Ollama Optimizer

Optimize Ollama configuration based on system hardware analysis.

When to Use

Use this skill when the user asks to optimize Ollama, configure Ollama, speed up Ollama, fix Ollama running slow, set up a local LLM, tune inference speed, reduce memory usage, or select models that fit their GPU/RAM. The skill analyzes hardware (GPU, VRAM, RAM, CPU) and produces tailored recommendations.
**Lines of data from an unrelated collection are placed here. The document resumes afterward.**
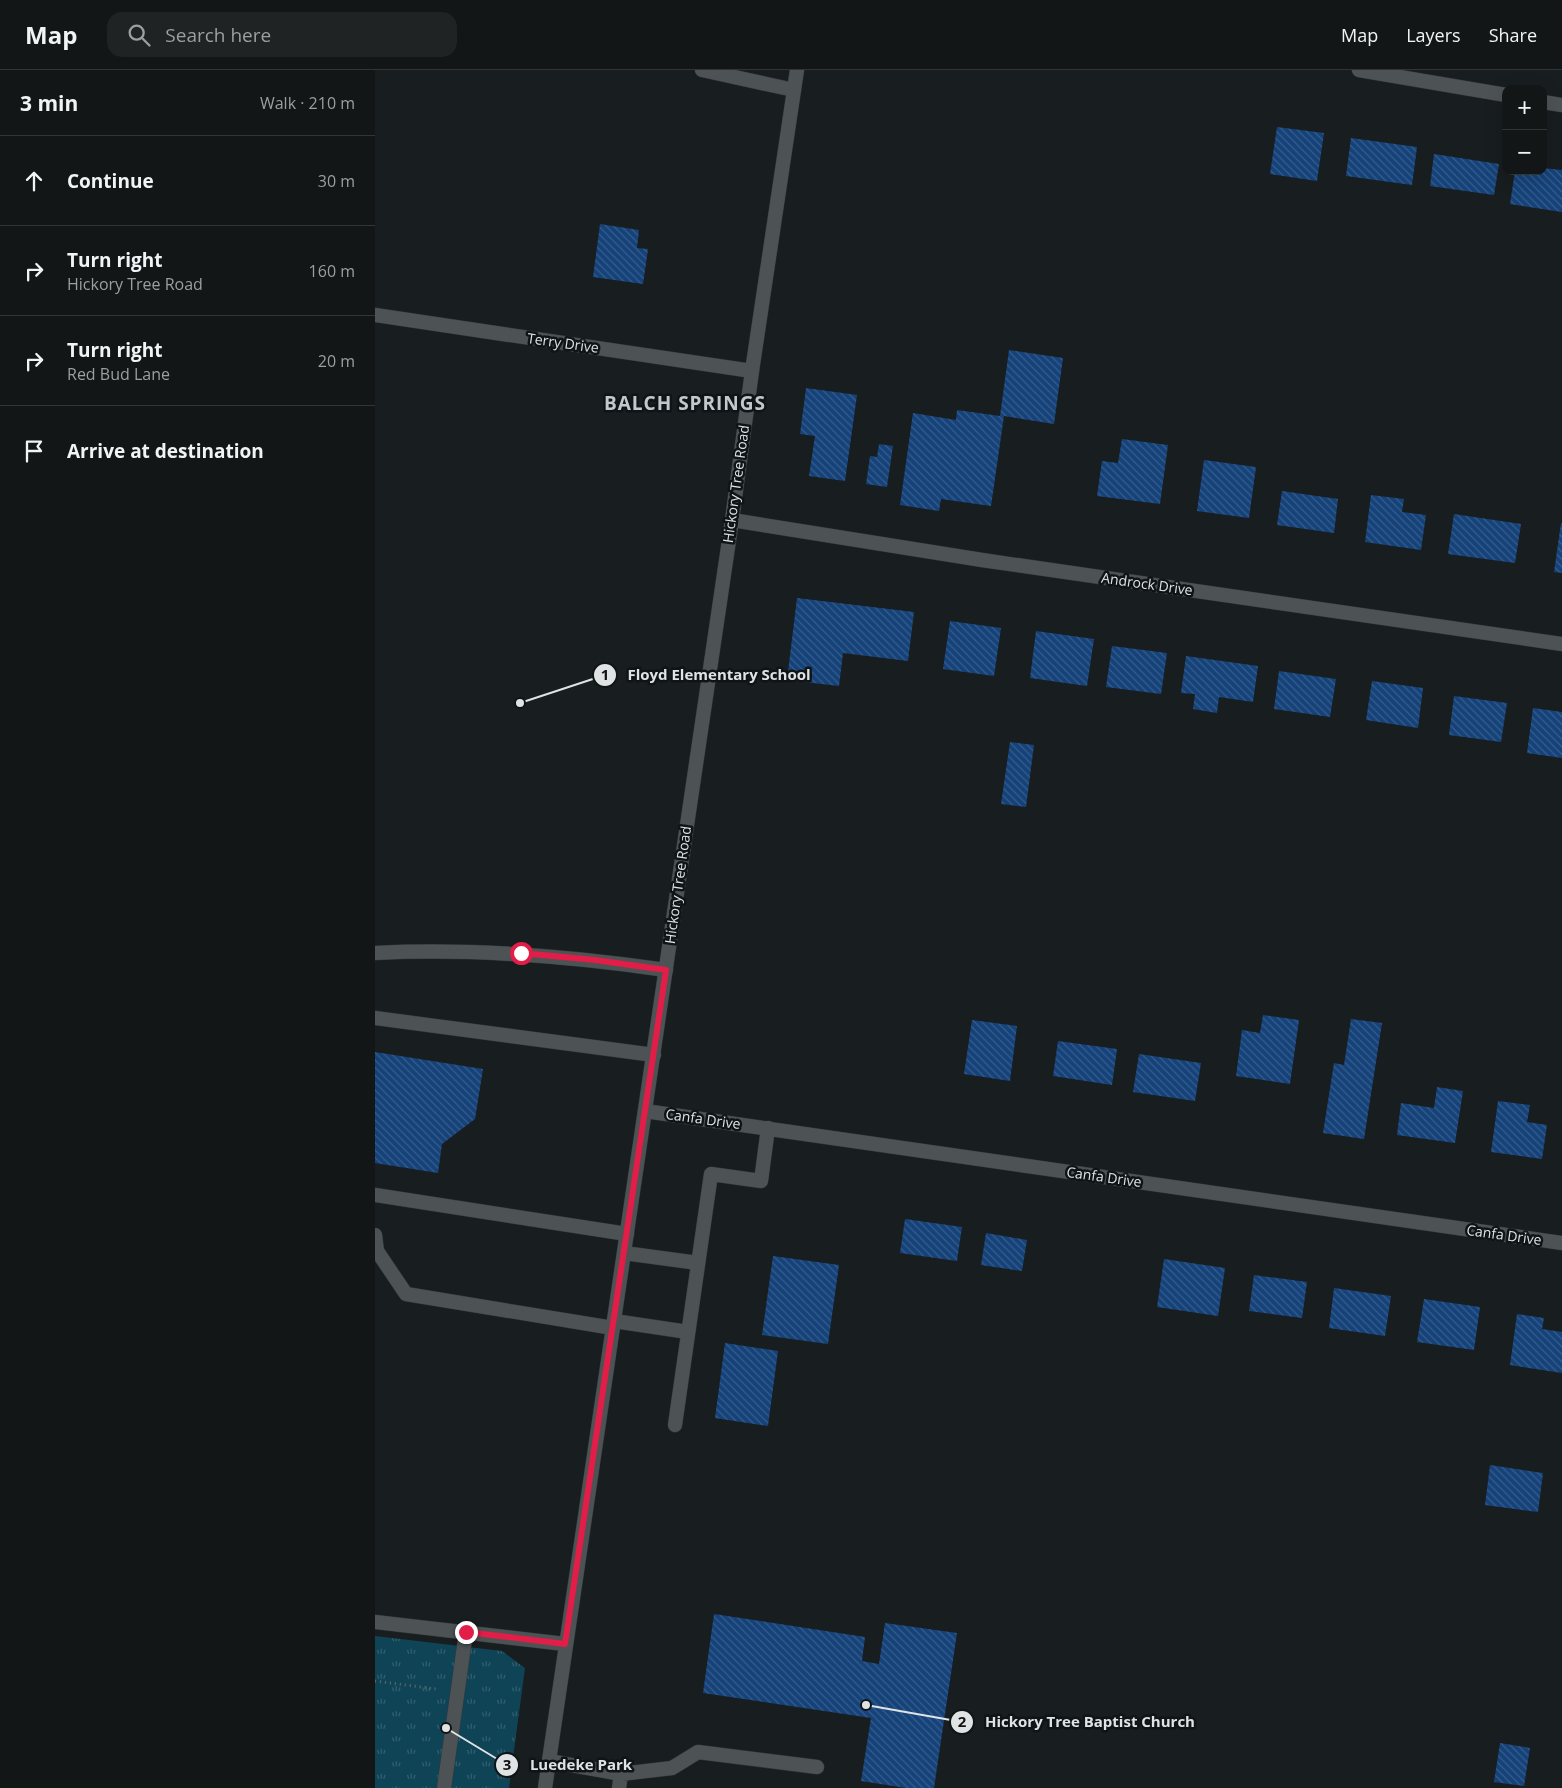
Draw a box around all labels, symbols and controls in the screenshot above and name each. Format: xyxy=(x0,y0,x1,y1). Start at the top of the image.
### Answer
search box xyxy=(107,12,457,57)
text: Map xyxy=(25,18,77,51)
icon: search xyxy=(125,21,153,49)
text: Search here xyxy=(165,22,271,48)
text: Map xyxy=(1341,23,1378,47)
text: Layers xyxy=(1406,23,1461,47)
text: Share xyxy=(1489,23,1537,47)
map controls xyxy=(1502,85,1547,175)
button: + xyxy=(1502,85,1547,130)
text: 3 min xyxy=(20,89,78,117)
text: Walk · 210 m xyxy=(260,92,355,114)
button: − xyxy=(1502,130,1547,175)
icon: ahead xyxy=(20,167,48,195)
text: Continue xyxy=(67,168,154,194)
text: 30 m xyxy=(318,170,355,192)
text: Turn right xyxy=(67,247,162,273)
icon: right xyxy=(20,257,48,285)
text: 160 m xyxy=(309,260,355,282)
text: Hickory Tree Road xyxy=(67,273,203,295)
street label: Terry Drive xyxy=(526,328,600,357)
text: Turn right xyxy=(67,337,162,363)
icon: right xyxy=(20,347,48,375)
text: 20 m xyxy=(318,350,355,372)
text: Red Bud Lane xyxy=(67,363,170,385)
district label: BALCH SPRINGS xyxy=(604,390,766,416)
street label: Hickory Tree Road xyxy=(718,424,753,544)
icon: arrive xyxy=(20,437,48,465)
text: Arrive at destination xyxy=(67,438,264,464)
street label: Androck Drive xyxy=(1100,568,1194,599)
callout: Floyd Elementary School xyxy=(592,660,820,690)
text: 1 xyxy=(601,664,609,684)
text: Floyd Elementary School xyxy=(627,664,811,684)
street label: Hickory Tree Road xyxy=(660,825,695,945)
route start xyxy=(510,942,533,965)
street label: Canfa Drive xyxy=(664,1104,742,1133)
street label: Canfa Drive xyxy=(1065,1162,1143,1191)
street label: Canfa Drive xyxy=(1465,1220,1543,1249)
route end xyxy=(455,1621,478,1644)
callout: Hickory Tree Baptist Church xyxy=(950,1707,1205,1737)
text: 2 xyxy=(958,1711,967,1731)
text: Hickory Tree Baptist Church xyxy=(985,1711,1195,1731)
callout: Luedeke Park xyxy=(495,1750,642,1780)
text: 3 xyxy=(503,1754,511,1774)
text: Luedeke Park xyxy=(530,1754,633,1774)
Do not use for LM Studio, llama.cpp, vLLM, or hosted-API LLM providers (OpenAI, Anthropic) — those use different runtimes and tuning surfaces.

Workflow

Phase 1: System Detection

Run the detection script to gather hardware information:

python3 scripts/detect_system.py

Parse the JSON output to identify:

OS and version
CPU model and core count
Total RAM / unified memory
GPU type, VRAM, and driver version
Current Ollama installation and environment variables

Phase 2: Analyze and Recommend

Based on detected hardware, determine the optimization profile:

Hardware Tier Classification:

| Tier | Criteria | Max Model | Key Optimizations | |------|----------|-----------|-------------------| | CPU-only | No GPU detected | 3B | num_thread tuning, Q4_K_M quant | | Low VRAM | <6GB VRAM | 3B | Flash attention, KV cache q4_0 | | Entry | 6-8GB VRAM | 8B | Flash attention, KV cache q8_0 | | Prosumer | 10-12GB VRAM | 14B | Flash attention, full offload | | Workstation | 16-24GB VRAM | 32B | Standard config, Q5_K_M option | | High-end | 48GB+ VRAM | 70B+ | Multiple models, Q5/Q6 quants |

Apple Silicon Special Case:

Unified memory = shared CPU/GPU RAM
8GB Mac → treat as 6GB VRAM tier
16GB Mac → treat as 12GB VRAM tier
32GB+ Mac → treat as workstation tier

Phase 3: Generate Optimization Plan

Create a structured optimization guide with these sections:

1. System Overview

Present detected hardware specs and highlight constraints (e.g., "8GB unified memory limits to 7B models").

2. Dependency Assessment

List what's needed based on the platform:

macOS: Ollama only (Metal automatic)
Linux NVIDIA: Ollama + NVIDIA driver 450+
Linux AMD: Ollama + ROCm 5.0+
Windows: Ollama + NVIDIA driver 452+

3. Configuration Recommendations

Essential environment variables:

# Always recommended
export OLLAMA_FLASH_ATTENTION=1

# Memory-constrained systems (<12GB)
export OLLAMA_KV_CACHE_TYPE=q8_0  # or q4_0 for severe constraints

Model selection guidance:

Recommend specific models from ollama list output
Suggest appropriate quantization (Q4_K_M default, Q5_K_M if headroom exists)
Warn if current models exceed hardware capacity

Modelfile tuning (when needed):

PARAMETER num_gpu <layers>    # Partial offload for limited VRAM
PARAMETER num_thread <cores>  # CPU threads (physical cores, not hyperthreads)
PARAMETER num_ctx <size>      # Reduce context for memory savings

4. Execution Checklist

Provide copy-paste commands in order:

Set environment variables
Restart Ollama service
Pull recommended models
Test with ollama run <model> --verbose

5. Verification Commands

# Benchmark current performance
python3 scripts/benchmark_ollama.py --model <model>
# Expected output: tokens/s and generation latency. Compare against tier baseline from Phase 2.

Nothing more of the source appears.